____ DATA SHOWN

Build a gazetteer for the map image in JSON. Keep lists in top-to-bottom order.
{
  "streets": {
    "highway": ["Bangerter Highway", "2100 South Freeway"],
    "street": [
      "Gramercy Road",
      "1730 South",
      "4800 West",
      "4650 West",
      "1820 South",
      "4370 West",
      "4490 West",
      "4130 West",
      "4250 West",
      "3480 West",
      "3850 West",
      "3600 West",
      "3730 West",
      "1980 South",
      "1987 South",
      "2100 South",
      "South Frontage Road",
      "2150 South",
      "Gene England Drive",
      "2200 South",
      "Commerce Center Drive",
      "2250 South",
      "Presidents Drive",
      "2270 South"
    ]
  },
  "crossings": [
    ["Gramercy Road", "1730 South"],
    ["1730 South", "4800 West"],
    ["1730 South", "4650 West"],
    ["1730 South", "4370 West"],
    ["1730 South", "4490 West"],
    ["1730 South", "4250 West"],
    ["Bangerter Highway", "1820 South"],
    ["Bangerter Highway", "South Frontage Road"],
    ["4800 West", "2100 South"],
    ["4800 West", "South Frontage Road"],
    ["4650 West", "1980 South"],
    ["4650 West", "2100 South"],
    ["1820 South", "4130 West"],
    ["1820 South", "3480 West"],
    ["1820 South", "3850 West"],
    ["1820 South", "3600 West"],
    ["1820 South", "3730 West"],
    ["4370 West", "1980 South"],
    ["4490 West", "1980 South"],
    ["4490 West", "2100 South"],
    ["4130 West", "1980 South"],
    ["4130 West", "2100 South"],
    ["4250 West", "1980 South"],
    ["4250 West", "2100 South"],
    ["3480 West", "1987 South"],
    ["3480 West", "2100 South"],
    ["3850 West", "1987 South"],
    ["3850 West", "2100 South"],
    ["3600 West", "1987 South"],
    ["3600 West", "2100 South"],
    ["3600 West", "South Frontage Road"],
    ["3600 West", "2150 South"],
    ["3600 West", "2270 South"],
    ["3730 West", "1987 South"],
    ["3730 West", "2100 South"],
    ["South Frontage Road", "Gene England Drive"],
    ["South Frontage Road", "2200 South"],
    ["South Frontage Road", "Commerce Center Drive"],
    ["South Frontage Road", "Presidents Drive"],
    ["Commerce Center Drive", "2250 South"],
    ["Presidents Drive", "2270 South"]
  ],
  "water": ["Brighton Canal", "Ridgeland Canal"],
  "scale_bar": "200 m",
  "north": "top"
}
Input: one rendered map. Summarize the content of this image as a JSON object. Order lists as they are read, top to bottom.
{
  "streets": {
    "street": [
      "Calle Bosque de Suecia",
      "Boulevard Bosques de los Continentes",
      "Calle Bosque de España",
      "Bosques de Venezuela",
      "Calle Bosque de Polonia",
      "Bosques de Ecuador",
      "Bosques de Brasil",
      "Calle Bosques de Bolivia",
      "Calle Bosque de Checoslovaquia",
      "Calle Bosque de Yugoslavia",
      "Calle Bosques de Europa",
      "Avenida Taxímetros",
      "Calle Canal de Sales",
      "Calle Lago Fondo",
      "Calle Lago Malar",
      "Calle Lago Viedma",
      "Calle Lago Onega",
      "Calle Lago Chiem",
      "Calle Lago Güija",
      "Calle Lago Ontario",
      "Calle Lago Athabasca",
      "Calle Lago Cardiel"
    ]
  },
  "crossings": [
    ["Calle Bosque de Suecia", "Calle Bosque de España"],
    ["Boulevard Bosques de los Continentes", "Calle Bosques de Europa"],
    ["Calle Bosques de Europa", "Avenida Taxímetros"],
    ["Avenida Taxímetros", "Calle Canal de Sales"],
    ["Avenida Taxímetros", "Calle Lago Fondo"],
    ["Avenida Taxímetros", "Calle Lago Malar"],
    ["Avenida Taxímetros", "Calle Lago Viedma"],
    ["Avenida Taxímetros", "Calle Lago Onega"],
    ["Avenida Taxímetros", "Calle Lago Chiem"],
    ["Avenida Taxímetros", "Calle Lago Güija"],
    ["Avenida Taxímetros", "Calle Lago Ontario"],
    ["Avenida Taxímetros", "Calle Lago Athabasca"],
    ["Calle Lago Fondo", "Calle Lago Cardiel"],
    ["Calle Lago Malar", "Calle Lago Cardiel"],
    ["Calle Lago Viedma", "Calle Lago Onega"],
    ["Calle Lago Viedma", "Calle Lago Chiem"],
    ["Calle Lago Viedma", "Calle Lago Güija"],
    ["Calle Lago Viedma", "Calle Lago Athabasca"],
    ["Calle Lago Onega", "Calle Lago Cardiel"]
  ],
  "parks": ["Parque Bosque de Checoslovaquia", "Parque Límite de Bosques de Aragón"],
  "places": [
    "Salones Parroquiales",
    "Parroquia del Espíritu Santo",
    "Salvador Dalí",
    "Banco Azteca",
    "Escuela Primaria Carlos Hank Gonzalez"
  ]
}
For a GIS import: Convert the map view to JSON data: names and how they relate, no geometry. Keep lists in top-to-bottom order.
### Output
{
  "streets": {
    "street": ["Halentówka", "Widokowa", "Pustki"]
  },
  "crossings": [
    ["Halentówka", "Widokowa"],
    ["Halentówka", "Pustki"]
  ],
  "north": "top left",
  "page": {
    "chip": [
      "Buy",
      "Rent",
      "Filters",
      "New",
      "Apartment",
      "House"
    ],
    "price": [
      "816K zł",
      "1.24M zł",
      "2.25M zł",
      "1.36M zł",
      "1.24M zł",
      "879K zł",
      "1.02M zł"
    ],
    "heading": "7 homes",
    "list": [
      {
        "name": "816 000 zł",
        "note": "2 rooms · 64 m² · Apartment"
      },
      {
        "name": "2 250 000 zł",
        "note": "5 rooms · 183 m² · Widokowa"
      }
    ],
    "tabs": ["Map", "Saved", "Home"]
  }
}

________

## TRY IT
Copy each line above that contains the string "Highway".

## TASK OUTPUT
    "highway": ["Bangerter Highway", "2100 South Freeway"],
    ["Bangerter Highway", "1820 South"],
    ["Bangerter Highway", "South Frontage Road"],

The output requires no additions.